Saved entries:
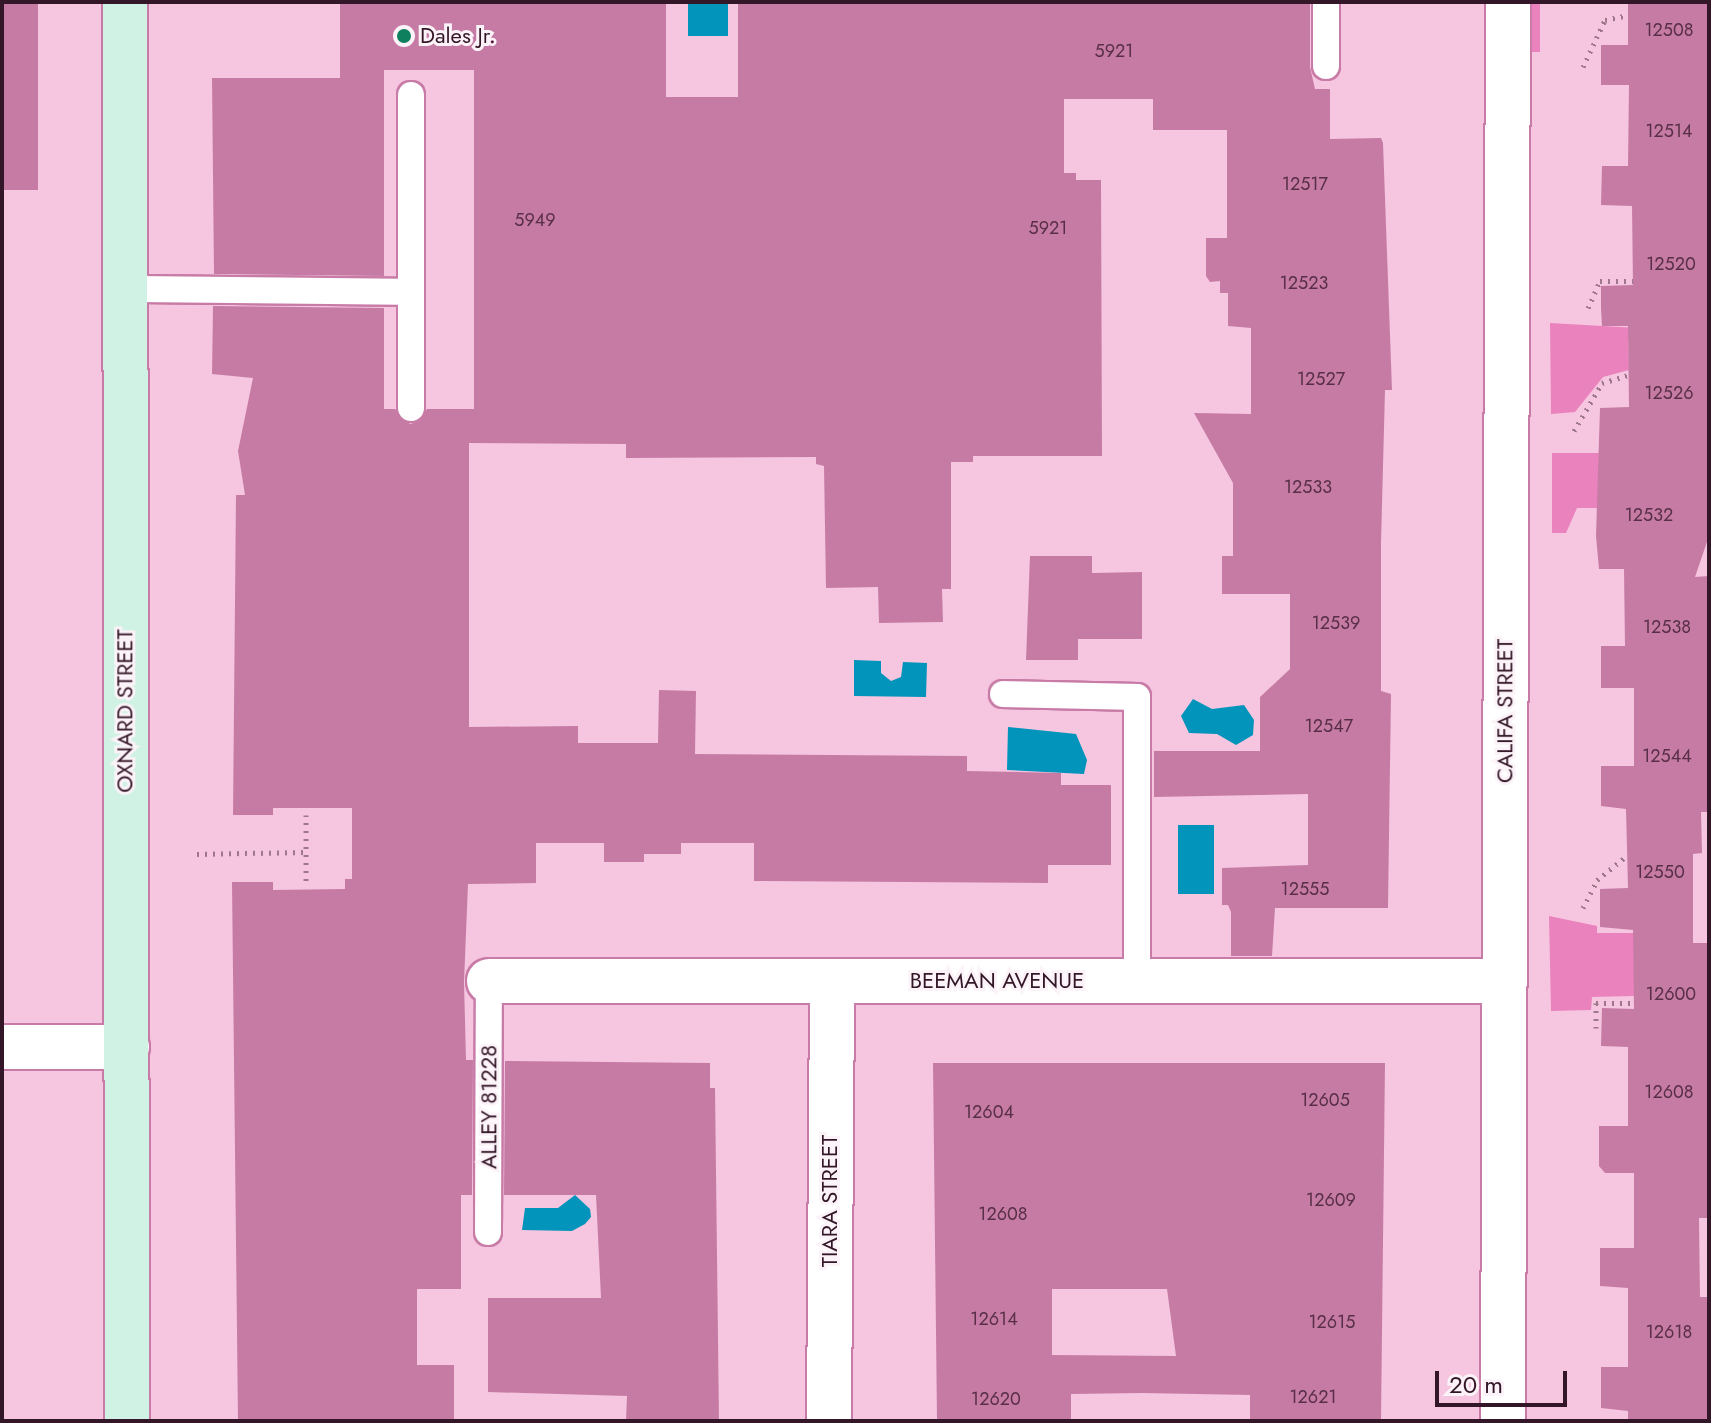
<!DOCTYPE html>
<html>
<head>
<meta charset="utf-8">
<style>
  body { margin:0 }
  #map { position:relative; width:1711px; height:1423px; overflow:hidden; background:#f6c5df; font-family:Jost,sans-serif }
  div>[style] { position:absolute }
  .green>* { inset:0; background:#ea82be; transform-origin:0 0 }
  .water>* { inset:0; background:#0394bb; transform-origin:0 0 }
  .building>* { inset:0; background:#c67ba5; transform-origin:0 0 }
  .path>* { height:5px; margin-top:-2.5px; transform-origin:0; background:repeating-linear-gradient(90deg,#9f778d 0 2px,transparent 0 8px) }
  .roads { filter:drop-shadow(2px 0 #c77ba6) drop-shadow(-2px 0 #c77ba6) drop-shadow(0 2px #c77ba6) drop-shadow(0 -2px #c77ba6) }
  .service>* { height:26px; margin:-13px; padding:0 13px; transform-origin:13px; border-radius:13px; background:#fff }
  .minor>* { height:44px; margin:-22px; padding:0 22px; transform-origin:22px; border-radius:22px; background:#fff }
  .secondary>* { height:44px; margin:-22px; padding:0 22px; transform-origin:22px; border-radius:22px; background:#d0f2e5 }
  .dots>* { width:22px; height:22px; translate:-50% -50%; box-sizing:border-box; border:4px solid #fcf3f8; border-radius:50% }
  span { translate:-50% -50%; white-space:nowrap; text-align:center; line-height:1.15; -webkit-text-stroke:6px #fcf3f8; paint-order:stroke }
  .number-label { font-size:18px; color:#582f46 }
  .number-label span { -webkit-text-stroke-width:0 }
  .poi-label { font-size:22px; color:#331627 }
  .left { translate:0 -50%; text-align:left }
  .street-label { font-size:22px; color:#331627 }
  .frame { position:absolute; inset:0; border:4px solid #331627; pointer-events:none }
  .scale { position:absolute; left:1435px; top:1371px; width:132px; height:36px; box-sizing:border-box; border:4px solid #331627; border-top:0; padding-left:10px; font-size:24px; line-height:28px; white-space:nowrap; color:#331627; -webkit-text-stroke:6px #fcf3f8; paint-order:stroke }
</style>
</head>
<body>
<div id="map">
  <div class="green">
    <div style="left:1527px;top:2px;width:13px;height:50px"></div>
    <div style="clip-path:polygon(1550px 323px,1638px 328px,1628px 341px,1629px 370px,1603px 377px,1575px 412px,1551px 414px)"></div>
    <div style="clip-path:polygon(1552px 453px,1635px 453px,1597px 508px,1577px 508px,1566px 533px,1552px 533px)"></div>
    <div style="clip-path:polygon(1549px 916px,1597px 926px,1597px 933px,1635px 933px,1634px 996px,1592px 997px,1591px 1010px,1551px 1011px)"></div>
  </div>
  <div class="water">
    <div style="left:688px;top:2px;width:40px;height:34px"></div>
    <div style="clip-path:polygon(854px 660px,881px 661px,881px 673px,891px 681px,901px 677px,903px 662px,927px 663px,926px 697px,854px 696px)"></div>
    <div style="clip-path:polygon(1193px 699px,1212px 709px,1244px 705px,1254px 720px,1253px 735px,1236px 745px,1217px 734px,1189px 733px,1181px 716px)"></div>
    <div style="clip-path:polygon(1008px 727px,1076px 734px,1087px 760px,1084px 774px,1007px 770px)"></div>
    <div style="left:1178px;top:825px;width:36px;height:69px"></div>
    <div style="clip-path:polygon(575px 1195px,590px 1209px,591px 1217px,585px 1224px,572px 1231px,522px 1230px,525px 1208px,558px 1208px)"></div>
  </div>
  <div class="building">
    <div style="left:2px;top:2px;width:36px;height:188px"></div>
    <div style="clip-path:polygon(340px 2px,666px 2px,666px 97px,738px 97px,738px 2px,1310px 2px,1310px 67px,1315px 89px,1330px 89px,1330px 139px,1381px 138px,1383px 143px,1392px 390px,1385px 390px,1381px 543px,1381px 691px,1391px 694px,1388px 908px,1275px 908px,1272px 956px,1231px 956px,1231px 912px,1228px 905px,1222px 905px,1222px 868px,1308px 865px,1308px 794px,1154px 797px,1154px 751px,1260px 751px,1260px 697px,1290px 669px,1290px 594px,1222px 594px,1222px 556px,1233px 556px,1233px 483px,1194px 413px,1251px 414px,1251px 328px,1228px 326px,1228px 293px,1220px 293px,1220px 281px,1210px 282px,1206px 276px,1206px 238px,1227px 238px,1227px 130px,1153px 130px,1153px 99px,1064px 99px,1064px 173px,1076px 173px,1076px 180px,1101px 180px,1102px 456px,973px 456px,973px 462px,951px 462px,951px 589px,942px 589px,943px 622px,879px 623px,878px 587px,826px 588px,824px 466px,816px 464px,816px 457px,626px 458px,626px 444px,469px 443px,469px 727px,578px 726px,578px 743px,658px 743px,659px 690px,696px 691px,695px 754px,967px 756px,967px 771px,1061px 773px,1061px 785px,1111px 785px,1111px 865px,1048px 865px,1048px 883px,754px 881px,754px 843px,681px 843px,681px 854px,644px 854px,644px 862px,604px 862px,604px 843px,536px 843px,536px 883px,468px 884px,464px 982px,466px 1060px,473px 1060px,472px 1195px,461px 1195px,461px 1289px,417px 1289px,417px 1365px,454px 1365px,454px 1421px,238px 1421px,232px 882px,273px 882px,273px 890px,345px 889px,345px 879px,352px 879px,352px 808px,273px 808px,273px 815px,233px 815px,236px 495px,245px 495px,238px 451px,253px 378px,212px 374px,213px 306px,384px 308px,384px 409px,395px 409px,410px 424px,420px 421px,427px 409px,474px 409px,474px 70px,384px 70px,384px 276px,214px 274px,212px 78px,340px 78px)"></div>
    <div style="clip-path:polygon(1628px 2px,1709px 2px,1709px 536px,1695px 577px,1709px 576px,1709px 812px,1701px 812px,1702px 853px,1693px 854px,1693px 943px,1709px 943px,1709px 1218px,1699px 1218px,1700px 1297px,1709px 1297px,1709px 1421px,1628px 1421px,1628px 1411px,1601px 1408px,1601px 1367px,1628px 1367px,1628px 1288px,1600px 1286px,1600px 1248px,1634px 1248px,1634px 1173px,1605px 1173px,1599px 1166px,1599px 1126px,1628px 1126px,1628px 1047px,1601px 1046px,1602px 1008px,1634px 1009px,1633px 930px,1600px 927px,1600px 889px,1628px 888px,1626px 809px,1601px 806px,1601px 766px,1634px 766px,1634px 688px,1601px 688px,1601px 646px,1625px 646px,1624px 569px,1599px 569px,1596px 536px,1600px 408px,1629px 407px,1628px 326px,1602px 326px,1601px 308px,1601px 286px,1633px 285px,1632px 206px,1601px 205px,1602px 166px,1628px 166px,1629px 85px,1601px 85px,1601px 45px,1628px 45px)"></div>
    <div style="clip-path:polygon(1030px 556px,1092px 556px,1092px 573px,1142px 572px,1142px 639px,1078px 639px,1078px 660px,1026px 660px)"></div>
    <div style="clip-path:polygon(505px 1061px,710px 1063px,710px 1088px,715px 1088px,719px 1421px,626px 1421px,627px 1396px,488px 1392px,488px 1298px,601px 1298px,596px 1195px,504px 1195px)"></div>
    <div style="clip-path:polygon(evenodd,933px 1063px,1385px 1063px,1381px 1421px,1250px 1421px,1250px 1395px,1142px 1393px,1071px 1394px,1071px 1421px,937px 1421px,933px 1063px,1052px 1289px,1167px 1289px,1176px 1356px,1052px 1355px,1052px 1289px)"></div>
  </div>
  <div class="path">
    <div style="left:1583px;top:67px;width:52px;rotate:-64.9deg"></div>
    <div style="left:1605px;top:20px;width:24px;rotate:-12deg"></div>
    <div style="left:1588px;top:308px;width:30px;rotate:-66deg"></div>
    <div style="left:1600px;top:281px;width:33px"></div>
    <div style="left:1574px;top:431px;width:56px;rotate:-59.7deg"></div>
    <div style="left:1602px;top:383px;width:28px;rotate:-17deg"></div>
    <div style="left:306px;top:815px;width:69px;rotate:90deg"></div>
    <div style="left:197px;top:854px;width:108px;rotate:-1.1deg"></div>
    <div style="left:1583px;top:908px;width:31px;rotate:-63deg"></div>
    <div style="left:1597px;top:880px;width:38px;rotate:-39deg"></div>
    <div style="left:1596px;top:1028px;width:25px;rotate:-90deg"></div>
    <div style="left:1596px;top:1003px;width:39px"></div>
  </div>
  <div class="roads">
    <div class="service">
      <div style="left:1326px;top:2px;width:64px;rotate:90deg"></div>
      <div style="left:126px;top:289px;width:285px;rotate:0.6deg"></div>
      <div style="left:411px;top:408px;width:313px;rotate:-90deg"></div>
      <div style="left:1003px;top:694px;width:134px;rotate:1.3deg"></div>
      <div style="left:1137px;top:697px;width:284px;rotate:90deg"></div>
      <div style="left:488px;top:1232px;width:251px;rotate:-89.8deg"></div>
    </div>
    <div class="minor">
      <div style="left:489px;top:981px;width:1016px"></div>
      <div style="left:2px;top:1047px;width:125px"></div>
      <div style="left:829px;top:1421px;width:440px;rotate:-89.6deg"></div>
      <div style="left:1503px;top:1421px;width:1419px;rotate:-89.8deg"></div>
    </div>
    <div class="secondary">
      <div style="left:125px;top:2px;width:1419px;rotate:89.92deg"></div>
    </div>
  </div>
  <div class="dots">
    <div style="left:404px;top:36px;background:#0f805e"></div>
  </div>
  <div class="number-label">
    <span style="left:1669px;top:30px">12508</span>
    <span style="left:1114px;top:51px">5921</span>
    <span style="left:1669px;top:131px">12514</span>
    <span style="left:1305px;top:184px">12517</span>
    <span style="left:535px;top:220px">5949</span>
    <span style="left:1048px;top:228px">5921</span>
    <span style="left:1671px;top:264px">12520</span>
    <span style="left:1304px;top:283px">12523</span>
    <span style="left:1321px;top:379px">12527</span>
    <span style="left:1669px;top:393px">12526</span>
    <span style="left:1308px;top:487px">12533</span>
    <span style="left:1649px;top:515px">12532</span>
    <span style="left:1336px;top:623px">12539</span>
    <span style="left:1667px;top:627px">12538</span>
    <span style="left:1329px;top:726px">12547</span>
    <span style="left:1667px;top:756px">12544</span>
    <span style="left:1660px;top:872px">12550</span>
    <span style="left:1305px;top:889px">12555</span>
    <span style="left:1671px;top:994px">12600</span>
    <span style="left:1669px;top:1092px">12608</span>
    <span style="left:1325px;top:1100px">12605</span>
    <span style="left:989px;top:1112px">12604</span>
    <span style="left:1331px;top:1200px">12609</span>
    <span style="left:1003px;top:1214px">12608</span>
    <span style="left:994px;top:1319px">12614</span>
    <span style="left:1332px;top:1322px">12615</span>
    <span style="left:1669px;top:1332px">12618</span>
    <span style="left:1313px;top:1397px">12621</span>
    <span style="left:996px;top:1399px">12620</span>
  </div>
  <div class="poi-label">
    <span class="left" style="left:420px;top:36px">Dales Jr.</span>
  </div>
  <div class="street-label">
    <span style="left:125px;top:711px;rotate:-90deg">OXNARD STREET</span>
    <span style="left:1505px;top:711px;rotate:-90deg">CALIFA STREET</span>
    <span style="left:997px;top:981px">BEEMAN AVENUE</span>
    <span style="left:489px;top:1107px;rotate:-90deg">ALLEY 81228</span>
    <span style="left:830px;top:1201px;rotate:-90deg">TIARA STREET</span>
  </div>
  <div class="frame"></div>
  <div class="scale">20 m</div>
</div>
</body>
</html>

_Aim of the exercise_
Filter the records above for lines containing the word "label", and copy those lines.

_Response_
  .number-label { font-size:18px; color:#582f46 }
  .number-label span { -webkit-text-stroke-width:0 }
  .poi-label { font-size:22px; color:#331627 }
  .street-label { font-size:22px; color:#331627 }
  <div class="number-label">
  <div class="poi-label">
  <div class="street-label">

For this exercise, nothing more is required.